╭─ Input material
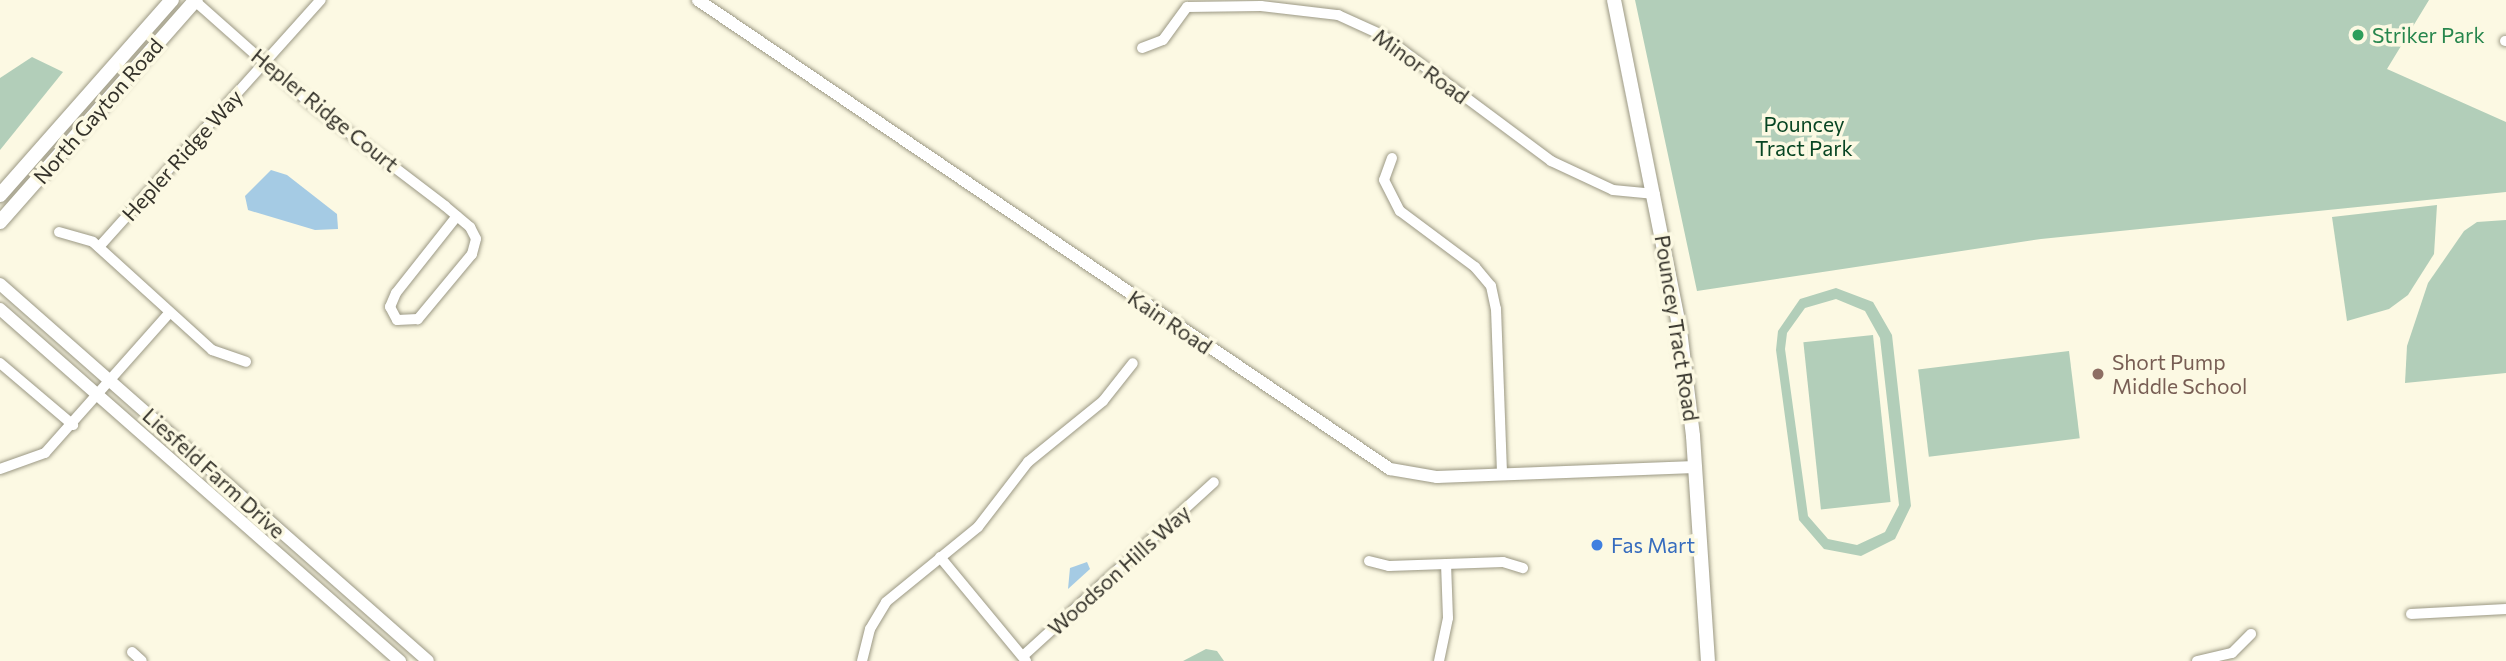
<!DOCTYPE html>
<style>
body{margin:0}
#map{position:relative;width:2506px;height:661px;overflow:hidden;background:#fcf9e3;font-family:Commissioner,sans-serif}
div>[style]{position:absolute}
.green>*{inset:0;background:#b2ceb9;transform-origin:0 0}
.water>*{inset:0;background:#a5cbe4}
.roads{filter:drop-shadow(0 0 2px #9b9884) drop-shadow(0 0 2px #9b9884)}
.minor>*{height:10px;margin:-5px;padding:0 5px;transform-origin:5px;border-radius:5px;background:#fff}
.tertiary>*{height:12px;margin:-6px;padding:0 6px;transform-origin:6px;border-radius:6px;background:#fff}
.secondary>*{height:14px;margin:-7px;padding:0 7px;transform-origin:7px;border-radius:7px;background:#fff}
.dots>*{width:19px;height:19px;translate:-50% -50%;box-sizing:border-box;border:4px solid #fcf9e3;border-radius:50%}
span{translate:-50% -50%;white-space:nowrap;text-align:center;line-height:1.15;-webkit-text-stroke:7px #fcf9e3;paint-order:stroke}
.leisure-label{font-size:21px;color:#27864d}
.left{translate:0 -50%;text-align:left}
.street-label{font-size:21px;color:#34322a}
.park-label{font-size:21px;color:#084523}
.education-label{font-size:21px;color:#785e54}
.shop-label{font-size:21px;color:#366cbe}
</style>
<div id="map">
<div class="green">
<div style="clip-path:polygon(1635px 0,2429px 0,2387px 69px,2506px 122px,2506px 192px,2041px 239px,1697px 291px)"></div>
<div style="clip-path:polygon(32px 57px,63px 72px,0 150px,0 78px)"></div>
<div style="clip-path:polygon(2437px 205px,2434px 254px,2408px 295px,2389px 309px,2347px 321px,2332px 217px)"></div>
<div style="clip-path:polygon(2506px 220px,2506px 373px,2405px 383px,2407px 346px,2428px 283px,2464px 231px,2477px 222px)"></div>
<div style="clip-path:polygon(evenodd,1836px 288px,1873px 302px,1892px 335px,1911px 506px,1895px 539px,1861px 556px,1824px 549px,1799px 520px,1776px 350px,1778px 331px,1800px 299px,1836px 288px,1836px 299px,1865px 311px,1880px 338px,1899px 505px,1885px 532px,1857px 545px,1828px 539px,1808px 516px,1785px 349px,1787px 333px,1805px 308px,1836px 299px)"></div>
<div style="left:1873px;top:335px;width:168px;height:70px;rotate:84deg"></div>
<div style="left:2069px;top:351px;width:88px;height:152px;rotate:83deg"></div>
<div style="clip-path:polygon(1206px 649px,1217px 651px,1224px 661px,1183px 661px)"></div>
</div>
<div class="water">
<div style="clip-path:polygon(271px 170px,287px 175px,337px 214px,338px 229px,315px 230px,248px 210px,245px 196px)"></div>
<div style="clip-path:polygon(1087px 562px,1090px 569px,1068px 589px,1070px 568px)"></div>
</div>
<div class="roads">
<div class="minor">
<div style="left:195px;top:1px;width:154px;rotate:41.6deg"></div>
<div style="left:310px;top:103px;width:170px;rotate:37.3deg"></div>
<div style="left:445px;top:206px;width:33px;rotate:40deg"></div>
<div style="left:470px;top:227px;width:13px;rotate:63deg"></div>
<div style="left:476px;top:239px;width:16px;rotate:105deg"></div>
<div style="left:472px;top:254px;width:85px;rotate:129.7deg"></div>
<div style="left:418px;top:319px;width:21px;rotate:177deg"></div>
<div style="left:397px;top:320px;width:15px;rotate:-118deg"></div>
<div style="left:390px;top:307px;width:15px;rotate:-67deg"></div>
<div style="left:396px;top:293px;width:98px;rotate:-51.6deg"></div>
<div style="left:2505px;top:41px;width:1px"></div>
<div style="left:1142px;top:48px;width:22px;rotate:-21deg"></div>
<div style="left:1163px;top:40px;width:41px;rotate:-54deg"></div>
<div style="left:1187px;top:7px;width:74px;rotate:-0.8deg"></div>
<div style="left:1261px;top:6px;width:78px;rotate:6.7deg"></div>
<div style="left:1338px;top:15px;width:48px;rotate:24.4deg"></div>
<div style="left:1382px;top:35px;width:211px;rotate:36.7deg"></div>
<div style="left:1551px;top:161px;width:68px;rotate:25.1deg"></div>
<div style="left:1613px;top:190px;width:42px;rotate:5.4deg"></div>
<div style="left:1392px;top:158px;width:23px;rotate:110deg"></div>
<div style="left:1384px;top:180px;width:35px;rotate:63deg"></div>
<div style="left:1400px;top:211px;width:94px;rotate:36.7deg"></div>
<div style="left:1475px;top:267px;width:25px;rotate:50deg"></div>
<div style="left:1491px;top:286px;width:24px;rotate:78deg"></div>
<div style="left:1496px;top:309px;width:165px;rotate:87.9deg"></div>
<div style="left:59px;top:232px;width:35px;rotate:16deg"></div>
<div style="left:93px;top:242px;width:161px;rotate:42.2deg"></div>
<div style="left:212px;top:350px;width:36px;rotate:19deg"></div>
<div style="left:99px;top:247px;width:332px;rotate:-48.1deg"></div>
<div style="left:0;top:363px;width:96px;rotate:40.3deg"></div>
<div style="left:0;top:469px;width:48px;rotate:-19.6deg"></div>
<div style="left:45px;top:453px;width:188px;rotate:-48.4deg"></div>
<div style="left:940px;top:557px;width:135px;rotate:50.4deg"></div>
<div style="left:1369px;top:561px;width:21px;rotate:14deg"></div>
<div style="left:1389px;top:566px;width:114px;rotate:-2deg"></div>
<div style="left:1503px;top:562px;width:21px;rotate:17deg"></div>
<div style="left:2411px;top:614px;width:95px;rotate:-3deg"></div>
<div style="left:132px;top:652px;width:13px;rotate:42deg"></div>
<div style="left:1023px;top:656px;width:258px;rotate:-42.3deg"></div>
<div style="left:862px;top:661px;width:33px;rotate:-76deg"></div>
<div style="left:870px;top:629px;width:31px;rotate:-59deg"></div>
<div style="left:886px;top:602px;width:119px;rotate:-39.2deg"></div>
<div style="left:978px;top:527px;width:82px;rotate:-52.4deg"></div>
<div style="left:1028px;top:462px;width:97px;rotate:-39.1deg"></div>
<div style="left:1103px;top:401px;width:48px;rotate:-51.7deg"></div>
<div style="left:1439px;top:661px;width:44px;rotate:-78.2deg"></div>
<div style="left:1448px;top:618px;width:54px;rotate:-92.1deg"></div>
<div style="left:2197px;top:661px;width:36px;rotate:-13deg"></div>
<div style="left:2232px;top:653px;width:27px;rotate:-45deg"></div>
</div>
<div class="tertiary">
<div style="left:698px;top:0;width:836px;rotate:34.13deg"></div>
<div style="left:1390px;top:469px;width:48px;rotate:9.7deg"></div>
<div style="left:1437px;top:477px;width:258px;rotate:-2.2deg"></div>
<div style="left:0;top:284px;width:570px;rotate:41.37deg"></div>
<div style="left:0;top:309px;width:533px;rotate:41.35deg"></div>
</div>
<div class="secondary">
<div style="left:1614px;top:0;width:337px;rotate:78.7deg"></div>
<div style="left:1680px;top:330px;width:107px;rotate:83deg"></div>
<div style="left:1693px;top:436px;width:225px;rotate:86.2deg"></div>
<div style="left:0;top:195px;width:260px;rotate:-48.6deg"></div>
<div style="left:0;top:222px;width:296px;rotate:-48.6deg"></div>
</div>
</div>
<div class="dots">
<div style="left:2358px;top:35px;background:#2e9e5b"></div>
<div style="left:2098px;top:374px;background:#8d6e63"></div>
<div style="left:1597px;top:545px;background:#3f7fe0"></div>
</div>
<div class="leisure-label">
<span class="left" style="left:2372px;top:35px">Striker Park</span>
</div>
<div class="street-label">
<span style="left:1421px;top:66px;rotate:36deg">Minor Road</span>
<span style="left:325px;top:110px;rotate:39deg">Hepler Ridge Court</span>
<span style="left:98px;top:111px;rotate:-49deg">North Gayton Road</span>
<span style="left:182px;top:155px;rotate:-48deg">Hepler Ridge Way</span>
<span style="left:1170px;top:322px;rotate:34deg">Kain Road</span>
<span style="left:1677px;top:328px;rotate:81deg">Pouncey Tract Road</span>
<span style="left:214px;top:473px;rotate:42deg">Liesfeld Farm Drive</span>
<span style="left:1119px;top:570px;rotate:-42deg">Woodson Hills Way</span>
</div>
<div class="park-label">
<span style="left:1804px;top:136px">Pouncey<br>Tract Park</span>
</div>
<div class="education-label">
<span class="left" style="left:2112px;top:374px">Short Pump<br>Middle School</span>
</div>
<div class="shop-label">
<span class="left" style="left:1611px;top:545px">Fas Mart</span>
</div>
</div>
╰─
* Work to complete: Show each line of the records above containing "roads".

* Solved exercise:
.roads{filter:drop-shadow(0 0 2px #9b9884) drop-shadow(0 0 2px #9b9884)}
<div class="roads">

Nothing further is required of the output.